What I am lobbying for are discussions and votes before the measures take effect.
A six-vote vote is scheduled for October 6th.
The Sir Graham amendment should be chosen by Speaker of the House of Commons Sir Lindsay Howell on Wednesday for a chance of success.
Supporters of the show include former Conservative leader Sir Ian Duncan Smith, Damian Green, who was de facto deputy prime minister under Theresa May, Chair of the Liaison Committee Sir Bernard Jenkin, Sir Bob Neal, and ex-Brexit secretary David Davis.
Democratic Unionist party lawmakers and Labor Parliamentary John Kraer support the move. A Labor source said the party was “sympathetic” to the amendment.
A senior government source said: “The government is doing everything in its power reasonably to involve Parliament in the Covid process, while also making sure that it has the ability to respond quickly in order to suppress the virus.”

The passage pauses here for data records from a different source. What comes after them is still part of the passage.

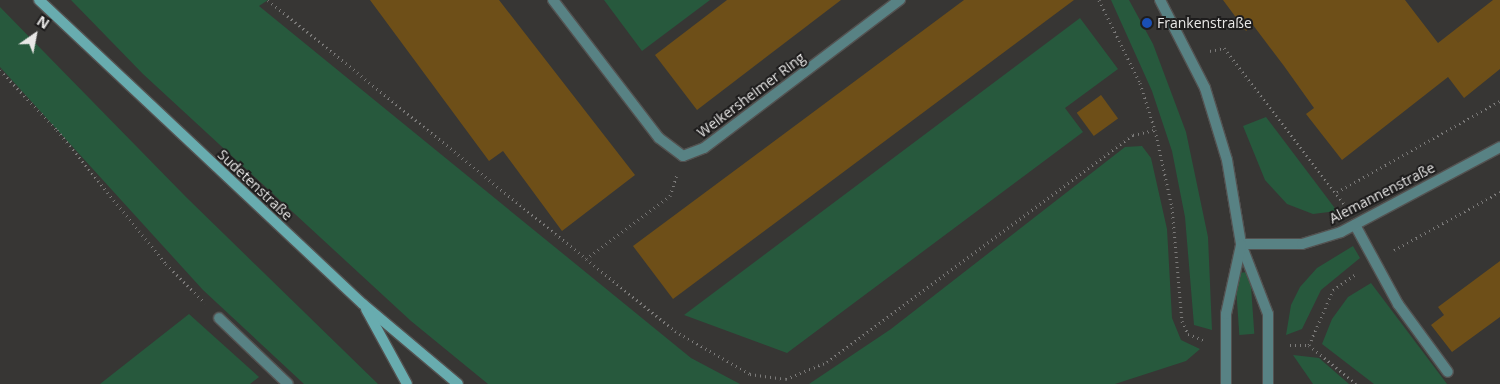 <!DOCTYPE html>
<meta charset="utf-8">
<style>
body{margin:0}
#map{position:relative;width:1500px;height:384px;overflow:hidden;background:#373634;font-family:"Open Sans",sans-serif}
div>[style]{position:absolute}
.green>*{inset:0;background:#27593d;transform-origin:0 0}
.building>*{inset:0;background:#6e4f18;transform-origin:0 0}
.path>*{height:3px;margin-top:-1.5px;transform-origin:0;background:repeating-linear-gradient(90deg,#7b7a79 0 1px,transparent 0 5px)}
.roads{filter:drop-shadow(1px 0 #535251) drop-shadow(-1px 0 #535251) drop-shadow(0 1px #535251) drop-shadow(0 -1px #535251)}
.lane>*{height:10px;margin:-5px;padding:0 5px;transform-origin:5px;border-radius:5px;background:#588284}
.street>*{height:10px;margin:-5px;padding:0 5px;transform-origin:5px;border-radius:5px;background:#588284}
.secondary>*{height:10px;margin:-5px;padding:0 5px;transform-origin:5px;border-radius:5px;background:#68acaf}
.dots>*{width:14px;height:14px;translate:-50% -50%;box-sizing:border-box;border:2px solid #1e1d1d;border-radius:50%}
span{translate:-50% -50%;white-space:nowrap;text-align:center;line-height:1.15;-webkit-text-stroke:4px #1e1d1d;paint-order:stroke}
.poi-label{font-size:14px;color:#e9e8e7}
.left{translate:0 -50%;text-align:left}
.street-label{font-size:14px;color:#e9e8e7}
.north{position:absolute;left:10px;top:10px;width:50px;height:50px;-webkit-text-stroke:4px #1e1d1d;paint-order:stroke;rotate:33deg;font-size:14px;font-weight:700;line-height:20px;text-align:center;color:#e9e8e7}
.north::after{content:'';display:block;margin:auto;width:18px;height:22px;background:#e9e8e7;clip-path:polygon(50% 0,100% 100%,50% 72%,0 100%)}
</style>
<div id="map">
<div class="green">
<div style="clip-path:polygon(71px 0,268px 0,259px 6px,691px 358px,740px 384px,488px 384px,411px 321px,143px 74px)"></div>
<div style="clip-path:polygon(604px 0,710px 0,642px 51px)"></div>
<div style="clip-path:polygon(1111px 0,1129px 0,1153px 44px,1186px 132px,1208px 237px,1212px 330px,1194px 325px,1185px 217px,1172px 151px,1152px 91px)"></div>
<div style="clip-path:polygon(0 7px,186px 197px,378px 384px,304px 384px,203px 290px,0 67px)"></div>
<div style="clip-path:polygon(1080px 18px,1118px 69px,1065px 108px,1083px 132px,787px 353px,684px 315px)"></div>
<div style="clip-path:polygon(1266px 117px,1337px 211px,1313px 214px,1287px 204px,1265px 180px,1243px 126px)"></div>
<div style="clip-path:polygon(1142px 146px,1151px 158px,1167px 229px,1172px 318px,1181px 340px,1200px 349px,1186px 361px,1115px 384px,809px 384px,891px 329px,1125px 147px)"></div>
<div style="clip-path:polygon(1353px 246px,1360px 258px,1321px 290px,1302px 329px,1286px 335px,1291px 305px,1300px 287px,1317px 268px)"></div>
<div style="left:1250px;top:272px;width:62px;height:15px;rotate:86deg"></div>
<div style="clip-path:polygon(1371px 283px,1447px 384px,1374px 384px,1322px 344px,1332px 319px,1348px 297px)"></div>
<div style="clip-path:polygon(189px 314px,259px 377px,250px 384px,100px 384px)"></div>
<div style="clip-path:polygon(1293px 355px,1319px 358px,1349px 384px,1313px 384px)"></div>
</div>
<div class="building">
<div style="clip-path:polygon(370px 0,499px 0,635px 175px,562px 231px,503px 151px,489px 161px)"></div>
<div style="clip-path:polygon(727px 0,841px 0,697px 110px,655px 55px)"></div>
<div style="clip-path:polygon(964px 0,1074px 0,673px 299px,633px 246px)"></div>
<div style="clip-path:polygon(1223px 0,1405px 0,1438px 43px,1493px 0,1500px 0,1500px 69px,1464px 98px,1448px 77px,1342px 160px,1306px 114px,1314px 108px,1284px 66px,1253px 25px,1246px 31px)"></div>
<div style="left:1101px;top:95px;width:29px;height:30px;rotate:54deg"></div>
<div style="clip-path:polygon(1500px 261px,1500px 317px,1452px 352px,1431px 325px,1444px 315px,1438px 307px)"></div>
</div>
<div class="path">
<div style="left:268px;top:0;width:525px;rotate:39.12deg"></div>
<div style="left:675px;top:331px;width:86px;rotate:29.8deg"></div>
<div style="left:750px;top:374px;width:36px;rotate:8deg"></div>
<div style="left:786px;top:379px;width:44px;rotate:-22.5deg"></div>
<div style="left:827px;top:362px;width:381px;rotate:-36.6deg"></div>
<div style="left:1133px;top:135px;width:23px;rotate:-13deg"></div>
<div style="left:1099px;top:0;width:93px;rotate:63.7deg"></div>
<div style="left:1140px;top:83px;width:49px;rotate:72.3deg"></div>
<div style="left:1155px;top:130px;width:79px;rotate:77.6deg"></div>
<div style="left:1172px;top:207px;width:114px;rotate:85deg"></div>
<div style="left:1182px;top:321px;width:14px;rotate:65deg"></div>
<div style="left:1188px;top:334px;width:17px;rotate:21deg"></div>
<div style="left:1210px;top:51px;width:14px;rotate:-12deg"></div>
<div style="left:1224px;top:48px;width:197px;rotate:52.4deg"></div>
<div style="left:0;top:70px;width:83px;rotate:46.5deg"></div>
<div style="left:57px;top:130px;width:173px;rotate:50.9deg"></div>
<div style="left:166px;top:264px;width:55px;rotate:45deg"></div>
<div style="left:1337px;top:192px;width:187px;rotate:-29.2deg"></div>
<div style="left:1394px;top:250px;width:121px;rotate:-28.7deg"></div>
<div style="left:586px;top:259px;width:105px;rotate:-36.9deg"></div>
<div style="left:670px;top:196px;width:22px;rotate:-72deg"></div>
<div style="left:1290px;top:345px;width:19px"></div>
<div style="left:1309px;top:345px;width:61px;rotate:39.7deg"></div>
<div style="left:1309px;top:345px;width:60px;rotate:-66.4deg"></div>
<div style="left:1333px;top:290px;width:29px;rotate:-35deg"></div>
</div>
<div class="roads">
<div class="lane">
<div style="left:1355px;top:225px;width:90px;rotate:61.4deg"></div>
<div style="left:1398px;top:304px;width:84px;rotate:53.7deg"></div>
<div style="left:219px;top:318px;width:95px;rotate:43.7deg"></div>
</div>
<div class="street">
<div style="left:553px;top:0;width:174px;rotate:52.5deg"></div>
<div style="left:659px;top:138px;width:30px;rotate:37deg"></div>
<div style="left:683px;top:156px;width:22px;rotate:-21deg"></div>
<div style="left:704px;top:148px;width:246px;rotate:-37.1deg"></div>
<div style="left:1160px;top:0;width:99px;rotate:62.9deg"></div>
<div style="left:1205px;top:88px;width:75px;rotate:73deg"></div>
<div style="left:1227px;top:160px;width:85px;rotate:80.5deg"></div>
<div style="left:1241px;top:244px;width:75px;rotate:68.9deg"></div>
<div style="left:1268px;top:314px;width:70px;rotate:90deg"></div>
<div style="left:1241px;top:244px;width:61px"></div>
<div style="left:1302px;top:244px;width:41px;rotate:-17.1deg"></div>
<div style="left:1341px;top:232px;width:180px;rotate:-28.1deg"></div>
<div style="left:1226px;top:384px;width:70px;rotate:-90deg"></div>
<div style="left:1226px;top:314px;width:71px;rotate:-77.7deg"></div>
</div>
<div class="secondary">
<div style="left:39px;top:0;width:444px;rotate:43.2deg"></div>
<div style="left:363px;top:304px;width:124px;rotate:40.1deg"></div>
<div style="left:366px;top:309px;width:85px;rotate:61.3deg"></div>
</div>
</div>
<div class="dots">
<div style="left:1147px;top:23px;background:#1a4fb4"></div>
</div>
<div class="poi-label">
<span class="left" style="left:1157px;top:23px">Frankenstraße</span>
</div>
<div class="street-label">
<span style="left:751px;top:95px;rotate:-37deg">Weikersheimer Ring</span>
<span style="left:255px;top:185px;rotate:43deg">Sudetenstraße</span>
<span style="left:1382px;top:193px;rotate:-27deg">Alemannenstraße</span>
</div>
<div class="north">N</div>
</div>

Wedding organizers have been fined for violating rules on how many people are allowed to gather.
West Mercia Police Place owners fined in Telford 10,000 pounds yet 120 people attended a wedding in Stafford Park.
Ch Supt Paul Moxley said: “It is unacceptable that a minority of people continue to disregard the rules and as a result a fine of £ 10,000 has been paid to the organization hosting the wedding in Telford today.
“It is believed that about 120 people were attending the event in Stafford Park, and all of them left when we attended and spoke with them. So no fixed penalty notices were given to the guests.”
else A fine of £ 10,000 was paid by the Greater Manchester Police For a wedding planner at a licensed venue in Longsight, ManchesterThursday evening.
On arrival, police found about 70 people present who initially refused to leave the unnamed building, which authorities had closed for at least seven days, subject to review.